> Working data
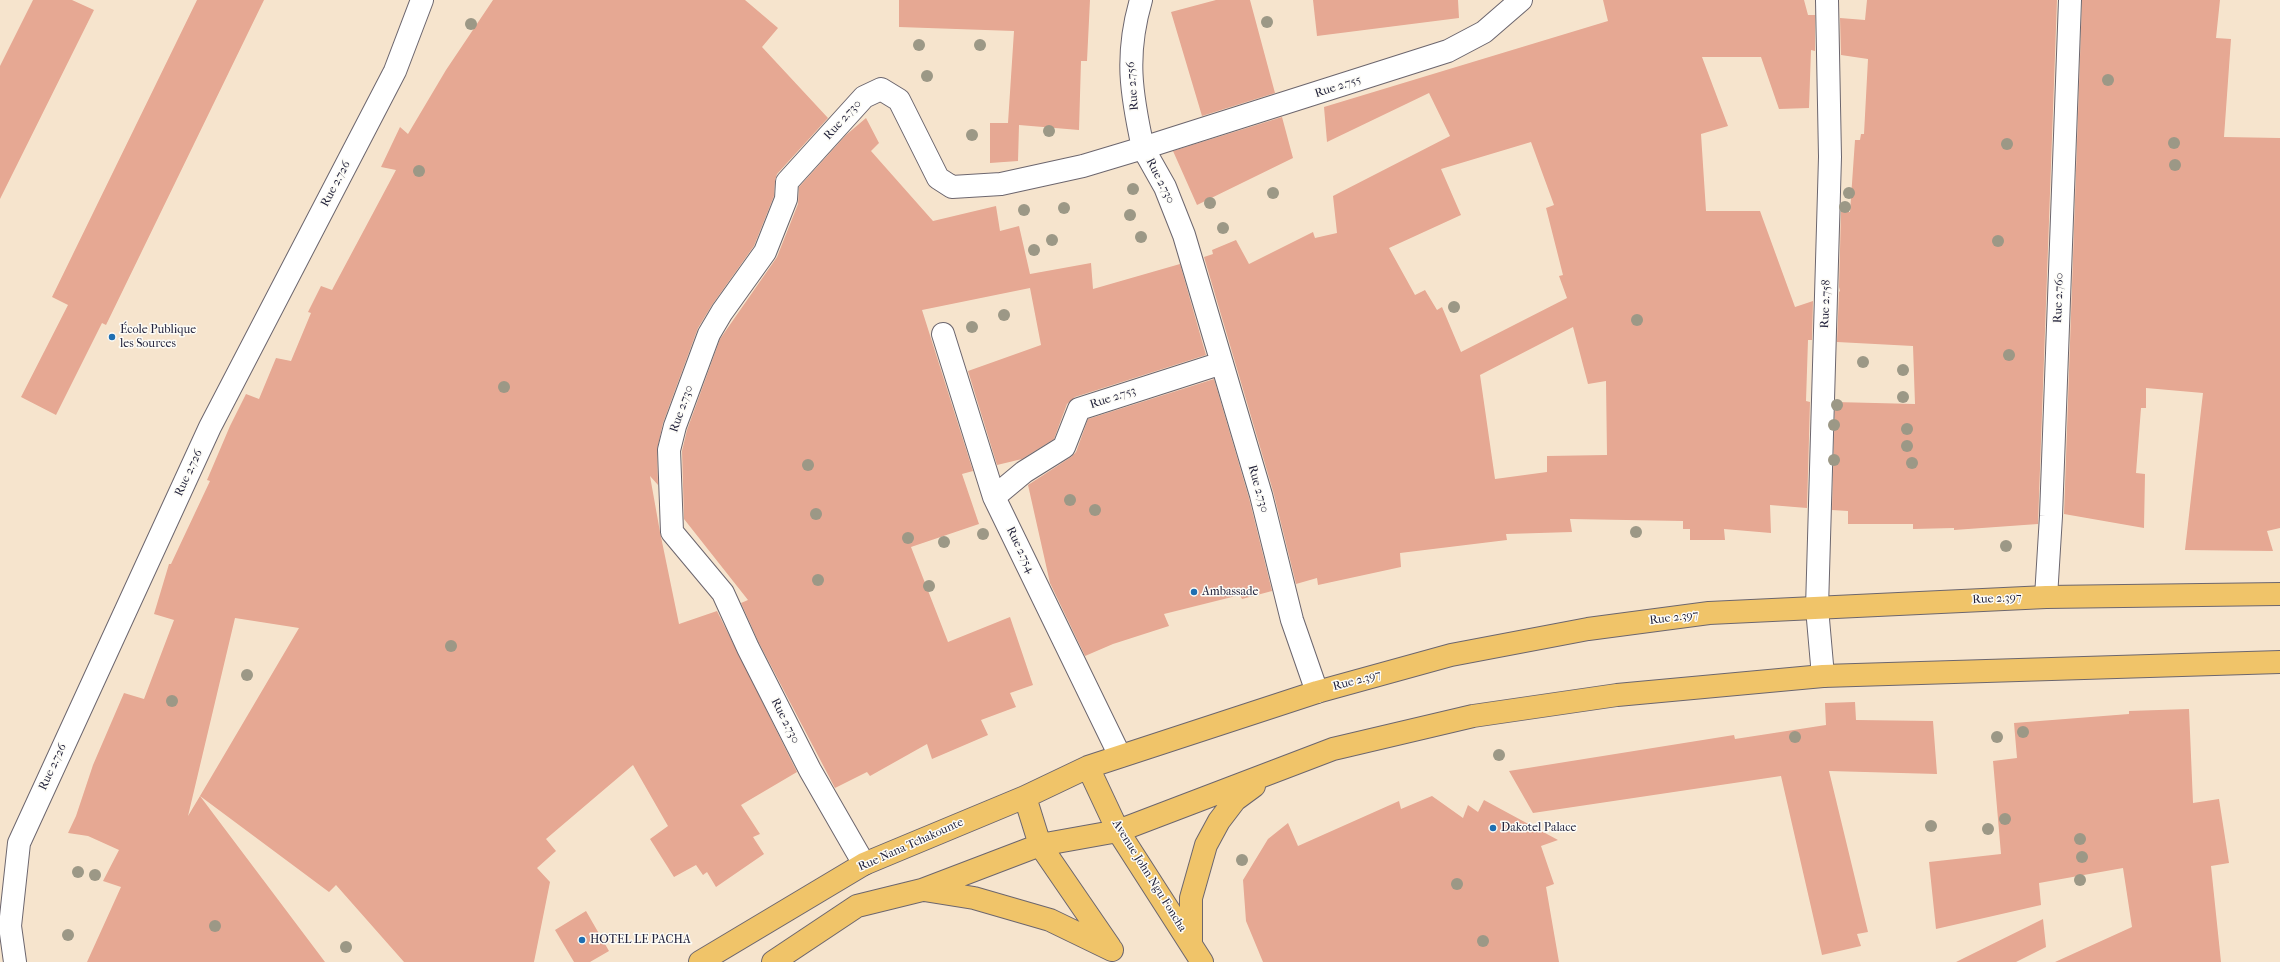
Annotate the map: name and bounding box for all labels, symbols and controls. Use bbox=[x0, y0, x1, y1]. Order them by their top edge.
street label: Rue 2.756 bbox=[1124, 61, 1142, 111]
street label: Rue 2.755 bbox=[1313, 73, 1363, 101]
street label: Rue 2.730 bbox=[821, 97, 865, 143]
street label: Rue 2.730 bbox=[1142, 156, 1178, 206]
street label: Rue 2.726 bbox=[318, 159, 354, 209]
street label: Rue 2.760 bbox=[2051, 273, 2067, 323]
street label: Rue 2.758 bbox=[1818, 279, 1834, 329]
place label: École Publique les Sources bbox=[120, 323, 196, 351]
marker: École Publique les Sources bbox=[107, 332, 117, 342]
street label: Rue 2.730 bbox=[667, 384, 697, 434]
street label: Rue 2.753 bbox=[1088, 384, 1138, 412]
street label: Rue 2.726 bbox=[172, 447, 206, 499]
street label: Rue 2.730 bbox=[1244, 464, 1272, 514]
street label: Rue 2.754 bbox=[1003, 525, 1037, 575]
place label: Ambassade bbox=[1202, 585, 1258, 599]
marker: Ambassade bbox=[1189, 587, 1199, 597]
street label: Rue 2.397 bbox=[1972, 591, 2022, 607]
street label: Rue 2.397 bbox=[1649, 608, 1699, 628]
street label: Rue 2.397 bbox=[1331, 668, 1383, 694]
street label: Rue 2.730 bbox=[767, 696, 803, 746]
street label: Rue 2.726 bbox=[36, 741, 70, 793]
street label: Rue Nana Tchakounte bbox=[856, 815, 966, 875]
street label: Avenue John Ngu Foncha bbox=[1109, 817, 1189, 935]
place label: Dakotel Palace bbox=[1501, 821, 1577, 835]
marker: Dakotel Palace bbox=[1488, 823, 1498, 833]
place label: HOTEL LE PACHA bbox=[590, 933, 691, 947]
marker: HOTEL LE PACHA bbox=[577, 935, 587, 945]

> What to do
Scan the entries for lines holding the string "Ambassade", then copy every one of them.

> Completed task
place label: Ambassade bbox=[1202, 585, 1258, 599]
marker: Ambassade bbox=[1189, 587, 1199, 597]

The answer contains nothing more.